_ABOUT THIS TASK:_ An identical copy of the records below is the expected result.

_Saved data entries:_

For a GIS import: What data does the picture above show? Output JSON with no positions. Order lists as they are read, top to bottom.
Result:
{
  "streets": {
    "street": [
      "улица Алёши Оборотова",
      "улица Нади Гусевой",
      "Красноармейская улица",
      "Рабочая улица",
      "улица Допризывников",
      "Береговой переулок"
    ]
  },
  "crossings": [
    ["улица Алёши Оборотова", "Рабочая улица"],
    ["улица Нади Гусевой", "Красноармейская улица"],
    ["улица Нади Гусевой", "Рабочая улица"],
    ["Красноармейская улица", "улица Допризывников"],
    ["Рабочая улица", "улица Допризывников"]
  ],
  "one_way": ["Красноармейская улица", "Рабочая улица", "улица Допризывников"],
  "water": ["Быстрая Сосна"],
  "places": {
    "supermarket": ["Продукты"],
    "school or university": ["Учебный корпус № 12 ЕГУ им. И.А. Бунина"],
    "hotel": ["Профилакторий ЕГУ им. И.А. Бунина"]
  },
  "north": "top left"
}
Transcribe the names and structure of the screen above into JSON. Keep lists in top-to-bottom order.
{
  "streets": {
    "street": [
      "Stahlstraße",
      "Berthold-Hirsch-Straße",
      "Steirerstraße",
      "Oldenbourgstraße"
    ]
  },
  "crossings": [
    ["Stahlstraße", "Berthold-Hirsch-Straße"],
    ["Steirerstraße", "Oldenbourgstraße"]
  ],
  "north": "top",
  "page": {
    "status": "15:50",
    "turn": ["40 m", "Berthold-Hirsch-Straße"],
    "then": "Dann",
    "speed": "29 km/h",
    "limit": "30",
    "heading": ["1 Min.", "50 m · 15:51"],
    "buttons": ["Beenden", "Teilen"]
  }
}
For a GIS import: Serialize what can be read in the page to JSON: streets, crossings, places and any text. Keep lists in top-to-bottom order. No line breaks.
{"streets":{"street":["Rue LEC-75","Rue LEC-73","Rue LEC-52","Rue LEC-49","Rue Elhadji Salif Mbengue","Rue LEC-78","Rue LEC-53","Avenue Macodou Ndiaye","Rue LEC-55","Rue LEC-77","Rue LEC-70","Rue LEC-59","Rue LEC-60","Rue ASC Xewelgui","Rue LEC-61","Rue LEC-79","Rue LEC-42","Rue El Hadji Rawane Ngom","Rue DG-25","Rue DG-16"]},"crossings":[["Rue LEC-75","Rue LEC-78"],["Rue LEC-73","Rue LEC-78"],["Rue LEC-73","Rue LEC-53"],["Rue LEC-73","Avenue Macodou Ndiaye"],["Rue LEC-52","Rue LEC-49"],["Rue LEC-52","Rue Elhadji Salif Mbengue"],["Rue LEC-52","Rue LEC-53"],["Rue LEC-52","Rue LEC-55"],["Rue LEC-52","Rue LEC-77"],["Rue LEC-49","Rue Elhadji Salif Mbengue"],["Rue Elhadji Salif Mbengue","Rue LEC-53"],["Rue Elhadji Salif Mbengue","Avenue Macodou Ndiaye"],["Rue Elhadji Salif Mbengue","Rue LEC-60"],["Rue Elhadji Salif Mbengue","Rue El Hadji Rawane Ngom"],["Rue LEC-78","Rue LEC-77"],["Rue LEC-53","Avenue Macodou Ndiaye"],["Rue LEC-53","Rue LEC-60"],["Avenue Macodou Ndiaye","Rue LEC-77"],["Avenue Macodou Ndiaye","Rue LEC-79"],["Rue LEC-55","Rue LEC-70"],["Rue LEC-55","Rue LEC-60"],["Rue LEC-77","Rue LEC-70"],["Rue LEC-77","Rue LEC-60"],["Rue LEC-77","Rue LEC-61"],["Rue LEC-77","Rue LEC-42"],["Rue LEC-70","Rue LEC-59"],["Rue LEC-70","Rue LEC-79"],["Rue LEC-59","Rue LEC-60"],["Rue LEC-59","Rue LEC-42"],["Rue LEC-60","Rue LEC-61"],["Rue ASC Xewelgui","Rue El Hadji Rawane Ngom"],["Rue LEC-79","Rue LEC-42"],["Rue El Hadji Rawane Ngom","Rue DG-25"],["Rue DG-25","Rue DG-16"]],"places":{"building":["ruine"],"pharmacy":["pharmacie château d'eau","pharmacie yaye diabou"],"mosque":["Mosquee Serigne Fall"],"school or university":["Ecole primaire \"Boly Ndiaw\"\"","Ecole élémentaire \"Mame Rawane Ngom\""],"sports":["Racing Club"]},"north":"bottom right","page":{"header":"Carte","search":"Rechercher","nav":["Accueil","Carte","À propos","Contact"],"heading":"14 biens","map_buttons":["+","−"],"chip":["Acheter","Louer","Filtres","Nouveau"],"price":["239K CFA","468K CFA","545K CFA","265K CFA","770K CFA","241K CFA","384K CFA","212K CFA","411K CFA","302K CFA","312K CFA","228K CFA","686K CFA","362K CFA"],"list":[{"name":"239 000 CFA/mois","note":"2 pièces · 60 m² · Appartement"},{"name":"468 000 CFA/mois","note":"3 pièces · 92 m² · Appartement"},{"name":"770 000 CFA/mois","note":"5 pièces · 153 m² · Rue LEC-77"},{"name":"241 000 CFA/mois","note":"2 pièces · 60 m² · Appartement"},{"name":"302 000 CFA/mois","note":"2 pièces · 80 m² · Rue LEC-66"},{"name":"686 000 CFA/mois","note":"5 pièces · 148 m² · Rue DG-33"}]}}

_YOUR RESPONSE:_
For a GIS import: What data does the picture above show? Output JSON with no positions. Order lists as they are read, top to bottom.
Result:
{
  "streets": {
    "street": [
      "улица Алёши Оборотова",
      "улица Нади Гусевой",
      "Красноармейская улица",
      "Рабочая улица",
      "улица Допризывников",
      "Береговой переулок"
    ]
  },
  "crossings": [
    ["улица Алёши Оборотова", "Рабочая улица"],
    ["улица Нади Гусевой", "Красноармейская улица"],
    ["улица Нади Гусевой", "Рабочая улица"],
    ["Красноармейская улица", "улица Допризывников"],
    ["Рабочая улица", "улица Допризывников"]
  ],
  "one_way": ["Красноармейская улица", "Рабочая улица", "улица Допризывников"],
  "water": ["Быстрая Сосна"],
  "places": {
    "supermarket": ["Продукты"],
    "school or university": ["Учебный корпус № 12 ЕГУ им. И.А. Бунина"],
    "hotel": ["Профилакторий ЕГУ им. И.А. Бунина"]
  },
  "north": "top left"
}
Transcribe the names and structure of the screen above into JSON. Keep lists in top-to-bottom order.
{
  "streets": {
    "street": [
      "Stahlstraße",
      "Berthold-Hirsch-Straße",
      "Steirerstraße",
      "Oldenbourgstraße"
    ]
  },
  "crossings": [
    ["Stahlstraße", "Berthold-Hirsch-Straße"],
    ["Steirerstraße", "Oldenbourgstraße"]
  ],
  "north": "top",
  "page": {
    "status": "15:50",
    "turn": ["40 m", "Berthold-Hirsch-Straße"],
    "then": "Dann",
    "speed": "29 km/h",
    "limit": "30",
    "heading": ["1 Min.", "50 m · 15:51"],
    "buttons": ["Beenden", "Teilen"]
  }
}
For a GIS import: Serialize what can be read in the page to JSON: streets, crossings, places and any text. Keep lists in top-to-bottom order. No line breaks.
{"streets":{"street":["Rue LEC-75","Rue LEC-73","Rue LEC-52","Rue LEC-49","Rue Elhadji Salif Mbengue","Rue LEC-78","Rue LEC-53","Avenue Macodou Ndiaye","Rue LEC-55","Rue LEC-77","Rue LEC-70","Rue LEC-59","Rue LEC-60","Rue ASC Xewelgui","Rue LEC-61","Rue LEC-79","Rue LEC-42","Rue El Hadji Rawane Ngom","Rue DG-25","Rue DG-16"]},"crossings":[["Rue LEC-75","Rue LEC-78"],["Rue LEC-73","Rue LEC-78"],["Rue LEC-73","Rue LEC-53"],["Rue LEC-73","Avenue Macodou Ndiaye"],["Rue LEC-52","Rue LEC-49"],["Rue LEC-52","Rue Elhadji Salif Mbengue"],["Rue LEC-52","Rue LEC-53"],["Rue LEC-52","Rue LEC-55"],["Rue LEC-52","Rue LEC-77"],["Rue LEC-49","Rue Elhadji Salif Mbengue"],["Rue Elhadji Salif Mbengue","Rue LEC-53"],["Rue Elhadji Salif Mbengue","Avenue Macodou Ndiaye"],["Rue Elhadji Salif Mbengue","Rue LEC-60"],["Rue Elhadji Salif Mbengue","Rue El Hadji Rawane Ngom"],["Rue LEC-78","Rue LEC-77"],["Rue LEC-53","Avenue Macodou Ndiaye"],["Rue LEC-53","Rue LEC-60"],["Avenue Macodou Ndiaye","Rue LEC-77"],["Avenue Macodou Ndiaye","Rue LEC-79"],["Rue LEC-55","Rue LEC-70"],["Rue LEC-55","Rue LEC-60"],["Rue LEC-77","Rue LEC-70"],["Rue LEC-77","Rue LEC-60"],["Rue LEC-77","Rue LEC-61"],["Rue LEC-77","Rue LEC-42"],["Rue LEC-70","Rue LEC-59"],["Rue LEC-70","Rue LEC-79"],["Rue LEC-59","Rue LEC-60"],["Rue LEC-59","Rue LEC-42"],["Rue LEC-60","Rue LEC-61"],["Rue ASC Xewelgui","Rue El Hadji Rawane Ngom"],["Rue LEC-79","Rue LEC-42"],["Rue El Hadji Rawane Ngom","Rue DG-25"],["Rue DG-25","Rue DG-16"]],"places":{"building":["ruine"],"pharmacy":["pharmacie château d'eau","pharmacie yaye diabou"],"mosque":["Mosquee Serigne Fall"],"school or university":["Ecole primaire \"Boly Ndiaw\"\"","Ecole élémentaire \"Mame Rawane Ngom\""],"sports":["Racing Club"]},"north":"bottom right","page":{"header":"Carte","search":"Rechercher","nav":["Accueil","Carte","À propos","Contact"],"heading":"14 biens","map_buttons":["+","−"],"chip":["Acheter","Louer","Filtres","Nouveau"],"price":["239K CFA","468K CFA","545K CFA","265K CFA","770K CFA","241K CFA","384K CFA","212K CFA","411K CFA","302K CFA","312K CFA","228K CFA","686K CFA","362K CFA"],"list":[{"name":"239 000 CFA/mois","note":"2 pièces · 60 m² · Appartement"},{"name":"468 000 CFA/mois","note":"3 pièces · 92 m² · Appartement"},{"name":"770 000 CFA/mois","note":"5 pièces · 153 m² · Rue LEC-77"},{"name":"241 000 CFA/mois","note":"2 pièces · 60 m² · Appartement"},{"name":"302 000 CFA/mois","note":"2 pièces · 80 m² · Rue LEC-66"},{"name":"686 000 CFA/mois","note":"5 pièces · 148 m² · Rue DG-33"}]}}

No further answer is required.